PROBLEM DETAILS:
If a line in the data contains "sheet", copy it out.

╭─ MATERIAL PROVIDED

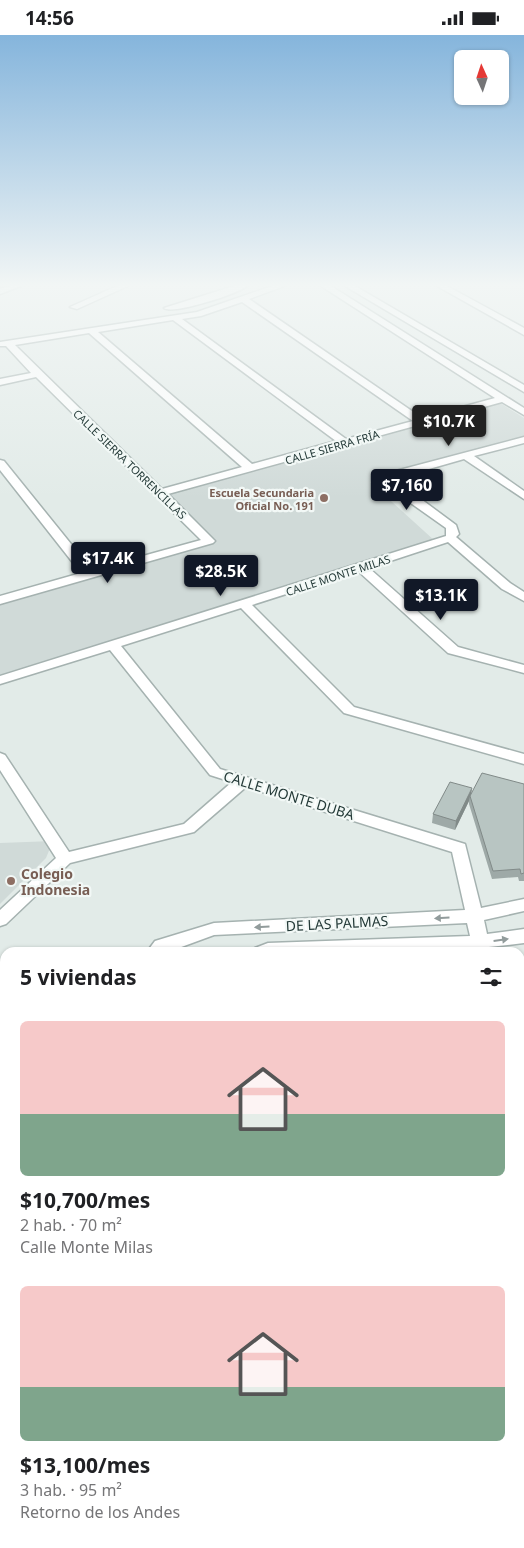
<!DOCTYPE html>
<html lang="es">
<meta charset="utf-8">
<style>
:root{--surface:#fff;--page:#f2f2f2;--text:#202124;--muted:#757577;--accent:#111827}
body{margin:0;font-family:"Noto Sans",sans-serif;background:var(--page);color:var(--text);height:100vh;display:flex;flex-direction:column;font-size:19px;white-space:nowrap}
*{box-sizing:border-box;margin:0}
p{font-size:16px;color:var(--muted)}
.icon{flex:none;width:28px;height:28px;fill:none;stroke:currentColor;stroke-width:2;stroke-linecap:round;stroke-linejoin:round}
.map{position:relative;flex:1;overflow:hidden}
.sheet{position:absolute;left:0px;top:912px;width:525px;height:601px;display:flex;flex-direction:column;background:var(--surface);border-radius:15px 15px 0 0;box-shadow:0 1px 4px #0004}
.sheet>*{flex:none}
.needle{width:32px;rotate:357deg}
.tools{position:absolute;left:454px;top:15px;display:grid;gap:10px}
.tools a{display:grid;place-items:center;width:55px;height:55px;border-radius:8px;background:var(--surface);box-shadow:0 1px 4px #0004;font-size:25px}
.price{position:absolute;translate:-50% -42px;padding:0 11px;border-radius:5px;background:var(--accent);color:#fff;font-size:16px;line-height:32px;filter:drop-shadow(0 1px 2px #0008)}
.price::after{content:'';position:absolute;left:50%;top:30px;width:15px;height:11px;margin-left:-8px;background:inherit;clip-path:polygon(0 0,100% 0,50% 100%)}
.price.on{background:#222;color:#fff}
ul{padding:0;list-style:none}
li{display:grid;align-content:center;gap:10px;height:265px;padding:0 20px}
li span{display:grid;place-items:center;height:155px;border-radius:8px;color:#555}
li>.icon{margin-inline-start:auto}
span .icon{width:90px;height:90px;fill:#fffc;stroke-width:1}
li b{font-size:21px}
h2{display:flex;justify-content:space-between;align-items:center;height:60px;padding:0 20px;font-size:21px}
.status{display:flex;justify-content:space-between;align-items:center;height:35px;padding:0 25px;background:var(--surface);direction:ltr}
.status svg{height:14px;fill:currentColor}
.map>svg:first-child{display:block}
</style>
<div class="status"><b>14:56</b><svg viewBox="0 0 49 12"><path d="M0 12V9h3v3zM5 12V6h3v6zM10 12V3h3v9zM15 12V0h3v12zM26 1h20v11H26zM47 4h2v5h-2z"/></svg></div>
<div class="map">
<svg width="524" height="1513" viewBox="0 0 524 1513">
<rect width="100%" height="100%" fill="#e2ebe8"/>
<path fill="#d0dad8" d="M497,366L524,383V401L370,447L435,506L0,641V567L215,507L165,458Z
M53,806L46,823L0,869V808Z"/>
<g fill="none" stroke-linecap="round" stroke-linejoin="round">
<defs>
<path id="minor" d="M9,251H21L0,259V254Z
M117,251H128L77,274L70,272Z
M234,251H247C237,259 173,280 164,273Z
M272,251H284L249,264L422,383L495,363L321,251H331L524,373V380L502,367L168,459L215,506L213,508L0,569V561L81,538L0,435V425L4,426L92,535L201,505L36,342L0,350V344L31,338L6,311H0V307L197,277ZM242,267L413,386L346,404L182,284L201,281ZM173,285L336,406L252,429L98,297ZM89,298L242,432L162,454L15,310Z
M345,251H355L524,350V357Z
M437,251H447L524,293V300Z
M524,402V408L474,421L524,456V464L464,424L394,444L456,490L459,499L456,502L510,548L524,557V566L502,554L448,507L369,533L458,612L524,630V638L448,618L358,536L252,570L354,672L524,719V729L344,678L241,573L121,611L220,734L465,809L481,873L524,864V876L484,885L487,899L524,894V908C434,920 343,918 253,918L255,913L268,908L470,901L467,888L214,900L165,918H146L155,906L214,888L465,875L452,817L246,752L194,797L70,828L6,889L0,891V875L56,823L0,735V718L5,720L69,817L184,789L232,747L210,740L110,615L0,649V641L446,501V493L388,452L383,444L388,438Z
M520,1042H524V1058H520Z
M5,1098V1122L0,1124V1100Z
M5,1180V1205L0,1207V1182Z
M0,1353L5,1355V1379L0,1377Z
M25,1509H52L50,1513H23Z
M316,1509H341L340,1513H314Z"/>
</defs>
<use href="#minor" stroke="#a5b2b0" stroke-width="3"/>
<use href="#minor" fill="#fff" fill-rule="evenodd"/>
</g>
<path fill="#9ea9a7" d="M524,749V846H519L518,842L492,844L469,769V766L455,795L432,788L433,779L472,758Z
M520,929H524V1027H520Z"/>
<path fill="#818a88" d="M472,753L471,762L470,761L469,766L455,795L456,786Z"/>
<path fill="#b8c5c2" stroke="#818a88" d="M482,738L524,749V838L521,839L520,834L493,836L470,761Z
M450,747L472,753L456,786L433,779Z
M520,929H524V1018L520,1019Z"/>
<defs><path id="oneway-solid" d="M-6-.8H1V-3.2L6.5 0L1 3.2V.8H-6Z" transform="scale(1.25)"/></defs>
<g fill="#929c9c">
<use href="#oneway-solid" transform="translate(442 883) rotate(177)"/>
<use href="#oneway-solid" transform="translate(262 892) rotate(177)"/>
<use href="#oneway-solid" transform="translate(501 905) rotate(-8)"/>
</g>
<linearGradient id="sky" x2="0" y2="1"><stop stop-color="#85b5dc"/><stop offset="0.54" stop-color="#f2f6f5"/><stop offset="1" stop-color="#f2f6f5" stop-opacity="0"/></linearGradient>
<rect width="524" height="463" fill="url(#sky)"/>
<g fill="#8d6e63" stroke="#f2f8f6" stroke-width="2">
<circle cx="324" cy="463" r="5"/>
<circle cx="11" cy="846" r="5"/>
</g>
<g text-anchor="middle" dominant-baseline="central" stroke-width="4.5" stroke-linejoin="round" paint-order="stroke">
<g font-size="11" fill="#243a38" stroke="#f2f8f6">
<text transform="translate(332 412) rotate(-16)">CALLE SIERRA FRÍA</text>
<text transform="translate(130 429) rotate(44)">CALLE SIERRA TORRENCILLAS</text>
<text transform="translate(338 540) rotate(-18)">CALLE MONTE MILAS</text>
</g>
<g font-size="11" font-weight="bold" fill="#785e54" stroke="#f2f8f6" text-anchor="end">
<text x="314" y="457">Escuela Secundaria<tspan x="314" dy="13">Oficial No. 191</tspan></text>
</g>
<g font-size="14" fill="#243a38" stroke="#f2f8f6">
<text transform="translate(289 760) rotate(17)">CALLE MONTE DUBA</text>
<text transform="translate(337 888) rotate(-3)">DE LAS PALMAS</text>
</g>
<g font-size="14" font-weight="bold" fill="#785e54" stroke="#f2f8f6" text-anchor="start">
<text x="21" y="838">Colegio<tspan x="21" dy="16">Indonesia</tspan></text>
</g>
</g>
</svg>
<div class="tools">
<a><svg class="needle" viewBox="-14 -14 28 28"><path d="M0-13l5 13h-10z" fill="#e53935"/><path d="M0 13l5-13h-10z" fill="#757577"/></svg></a>
</div>
<b class="price on" style="left:449px;top:412px">$10.7K</b>
<b class="price" style="left:407px;top:476px">$7,160</b>
<b class="price" style="left:108px;top:549px">$17.4K</b>
<b class="price" style="left:221px;top:562px">$28.5K</b>
<b class="price" style="left:441px;top:586px">$13.1K</b>
<section class="sheet">
<h2>5 viviendas<svg class="icon" aria-label="filters" viewBox="0 0 24 24"><path d="M4 7h16M4 17h16"/><circle cx="9" cy="7" r="2"/><circle cx="15" cy="17" r="2"/></svg></h2>
<ul>
<li><span style="background:linear-gradient(#f6c9c9 60%,#7fa58c 0)"><svg class="icon" aria-label="home" viewBox="0 0 24 24"><path d="M3 11l9-7 9 7M6 9v11h12V9"/></svg></span><div><b>$10,700/mes</b><p>2 hab. · 70 m²</p><p>Calle Monte Milas</p></div></li>
<li><span style="background:linear-gradient(#f6c9c9 65%,#7fa58c 0)"><svg class="icon" aria-label="home" viewBox="0 0 24 24"><path d="M3 11l9-7 9 7M6 9v11h12V9"/></svg></span><div><b>$13,100/mes</b><p>3 hab. · 95 m²</p><p>Retorno de los Andes</p></div></li>
</ul>
</section>
</div>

╰─

SOLUTION BELOW:
.sheet{position:absolute;left:0px;top:912px;width:525px;height:601px;display:flex;flex-direction:column;background:var(--surface);border-radius:15px 15px 0 0;box-shadow:0 1px 4px #0004}
.sheet>*{flex:none}
<section class="sheet">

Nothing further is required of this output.